A chuva ia e vinha até que ao chegarmos ao ponto crucial, o ataque ao cume, desabou de vez.

Foram momentos de pura indecisão, pois com tanta água, ficamos em dúvida se  subiríamos ou não até o topo

Com a diminuição da chuva, coube ao resenhista que vos fala fazer uma subida solo para checar as condições. Apesar da água que corria pelo que restou da escadinha, dei sinal para que fosse instalada a corda para que todos que se sentissem seguros pudessem subir. Foi muito bom ver o auxílio prestado aos que tinham mais dificuldade numa grande lição de companheirismo, tão presente nos trekkings de montanha.

No topo, o vento era forte, a chuva ia e voltava e infelizmente um forte nevoeiro encobriu a bela visão 360 graus que nosso Mestre proporciona, frustrando a todos que subiram pela primeira vez. Mas valeu o esforço e a superação da chegada, sem contar o desejo de retornar em melhres condições de visibilidade.

 A estadia lá em cima foi breve e após muitas fotos, o grupo se posicionou de forma ordenada para a descida pela face sul do Mestre.

A descida, apesar de muitos escorregões retratou o ambiente harmonioso do grupo que se divertiu com os tombos ao mesmo tempo em que ajudava os outros  nos momentos difíceis.

Na passagem pela gruta foram  tiradas fotos dos traseiro das meninas, marcados pelas inúmeras vezes em que foram  obrigados a rasparem no chão após as quedas, E na parada no Lajão, os marmanjos posaram de costa para mostrar a surra que o Mestre lhes dera na descida.

Findo este trecho agora é a vez de se pegar a Trilha das Águas que começa a mostrar seu grau de dificuldade na descida de uma grande laje com um emaranhado de raízes  e  inclinação de 45 graus até o fundo de um vale que marca o inicio da trilha das águas. Descida feita com bastante calma  em função das precárias condições de aderência em função da umidade.

 A laje termina num vale com imensos blocos de pedra cercados por vegetação densa por onde corre um riacho com bastante água, sendo um dos pontos mais belos desta via.

A trilha segue tortuosa ao sabor dos caprichos da força das águas, sempre sobre pedras lisas e escorregadias, razão pela qual, passar sobre elas requereu cuidado, esforço  e atenção redobradas.

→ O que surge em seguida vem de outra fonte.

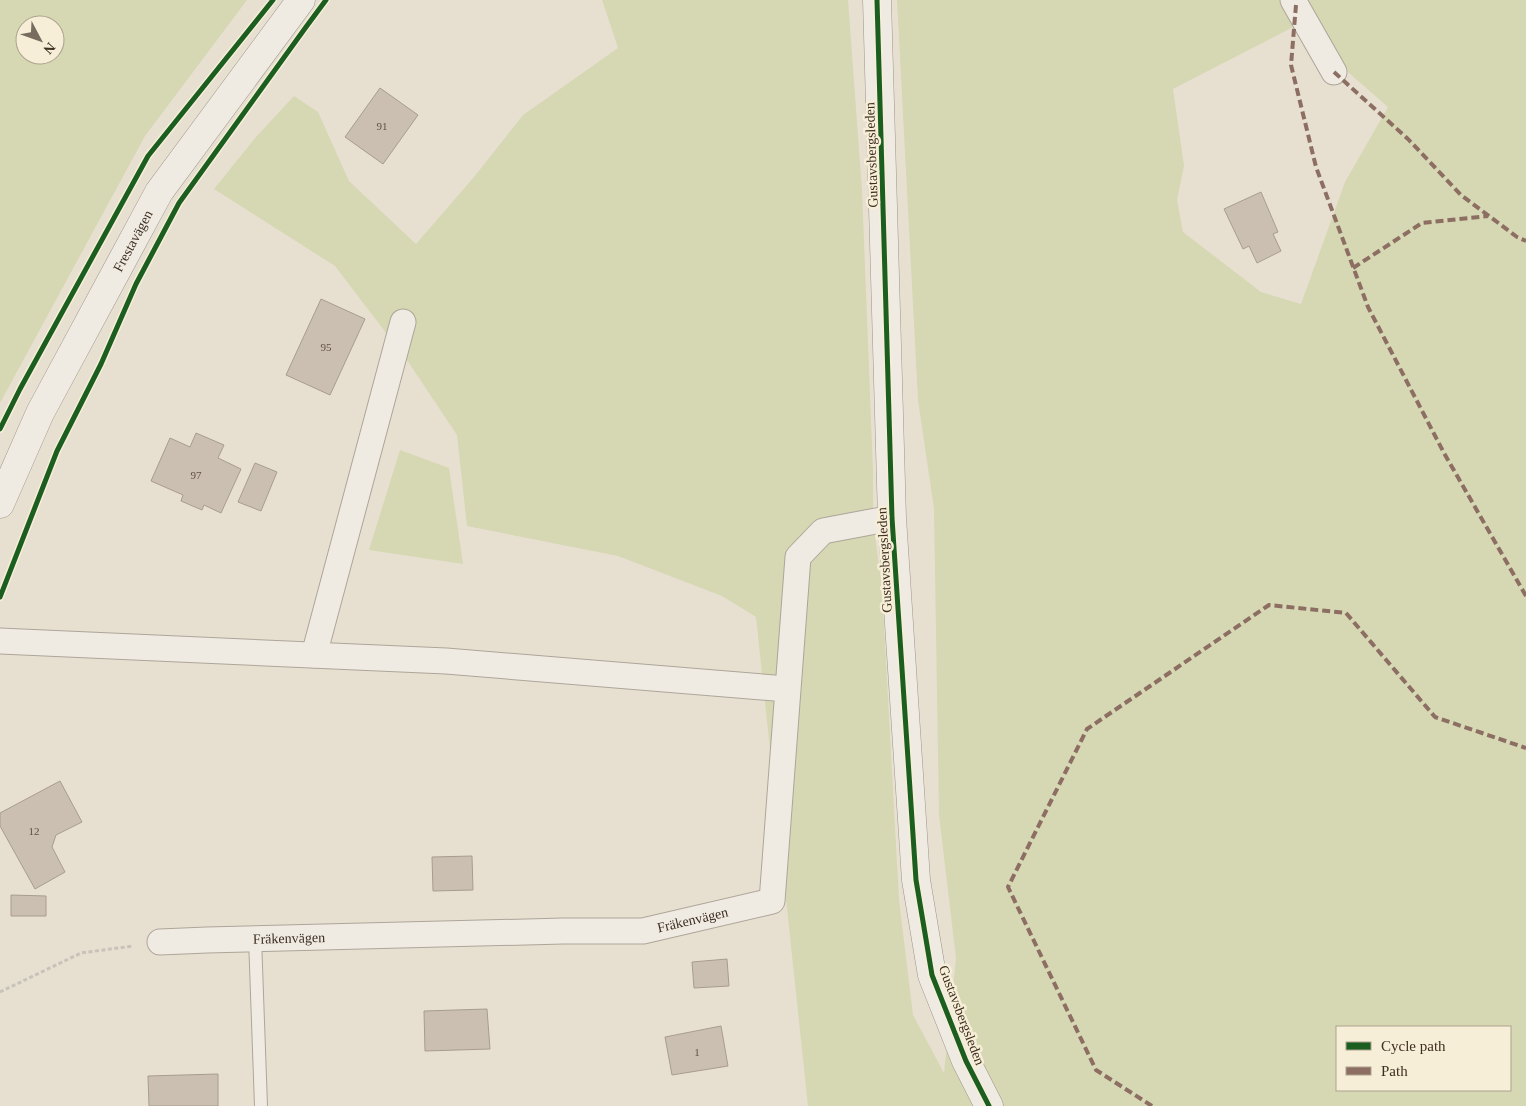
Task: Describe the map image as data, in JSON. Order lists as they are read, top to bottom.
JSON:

Quem se depara com árvores cujos troncos ultrapassam os três metros de diâmetro,  fica admirado em saber de sua existência num local tão próximo de uma capital.

Descendo um pouco mais temos o primeiro poço, cujo volume de água foi reforçado pelas chuvas recentes com uma cachoeira  local tradicional de um banho. Este ponto, embora tentador serviu apenas para contemplação devido ao clima chuvoso.

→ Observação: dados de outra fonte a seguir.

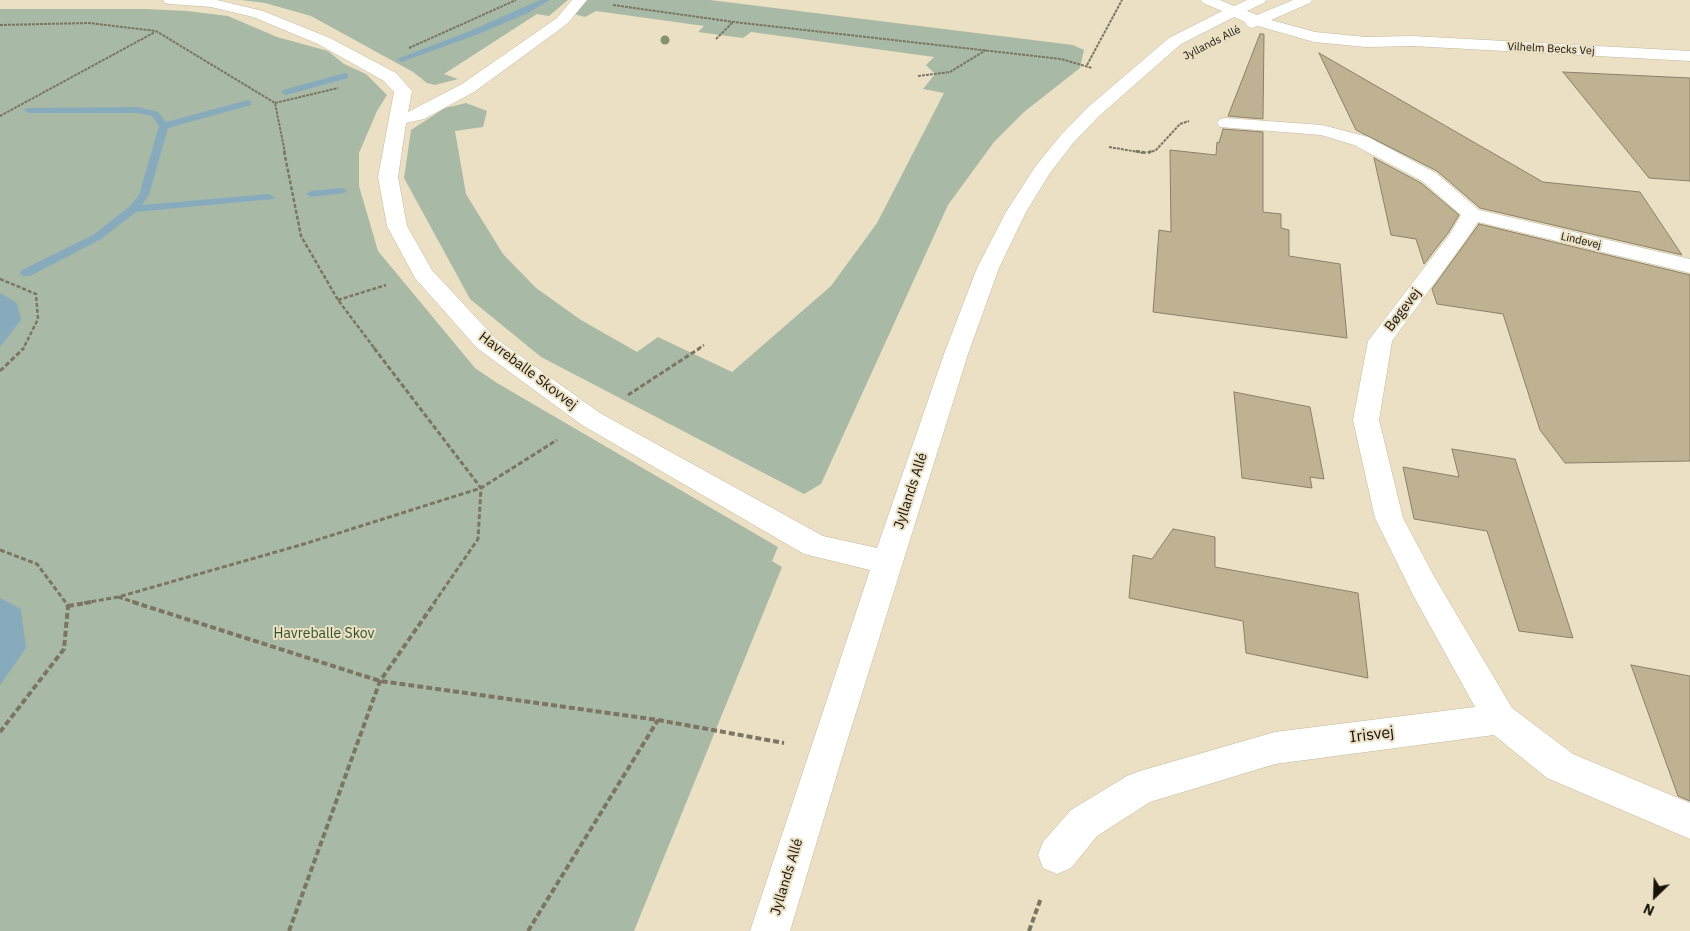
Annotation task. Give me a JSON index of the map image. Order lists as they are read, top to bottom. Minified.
{"streets":{"street":["Jyllands Allé","Vilhelm Becks Vej","Lindevej","Bøgevej","Havreballe Skovvej","Irisvej"]},"crossings":[["Jyllands Allé","Vilhelm Becks Vej"],["Jyllands Allé","Havreballe Skovvej"],["Lindevej","Bøgevej"],["Bøgevej","Irisvej"]],"parks":["Havreballe Skov"],"north":"bottom left"}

 A passagem pelo Poção logo a seguir, foi marcada pelo banho de um trio de andarilhos, fascinados com a beleza do lugar, sob aplausos dos demais que descansavam e faziam mais um lanche.

 O trecho seguinte ao Poção é  uma trilha perigosa e escorregadia, motivo de várias quedas. Porém a medida que se desce o grau de dificuldade também vai diminuindo até se transformar no  caminho plano que margeia a Estação de Tratamento de Efluentes da Serra  antes de se chegar em Furnas..

Esta porção final foi percorrida sob os últimos raios de sol, sendo a chegada já no escuro.  Apesar disso, todos chegaram bem e puderam comemorar uma aventura incrível, num lugar mais incrível ainda.

Para encerrar, faço questão de registrar minha felicidade por ter estado com um grupo que mesclou  energia, disposição, bom humor e principalmente companheirismo, valores que aumentam mais o sabor desta conquista.

 Agradeço a todos pela amável companhia, esperando revê-los no dia 10 de julho  no caminho entre Reserva do Tirol (Santa Leopoldina) e Pousada Olhos Dágua em Biriricas (Domingos Martins).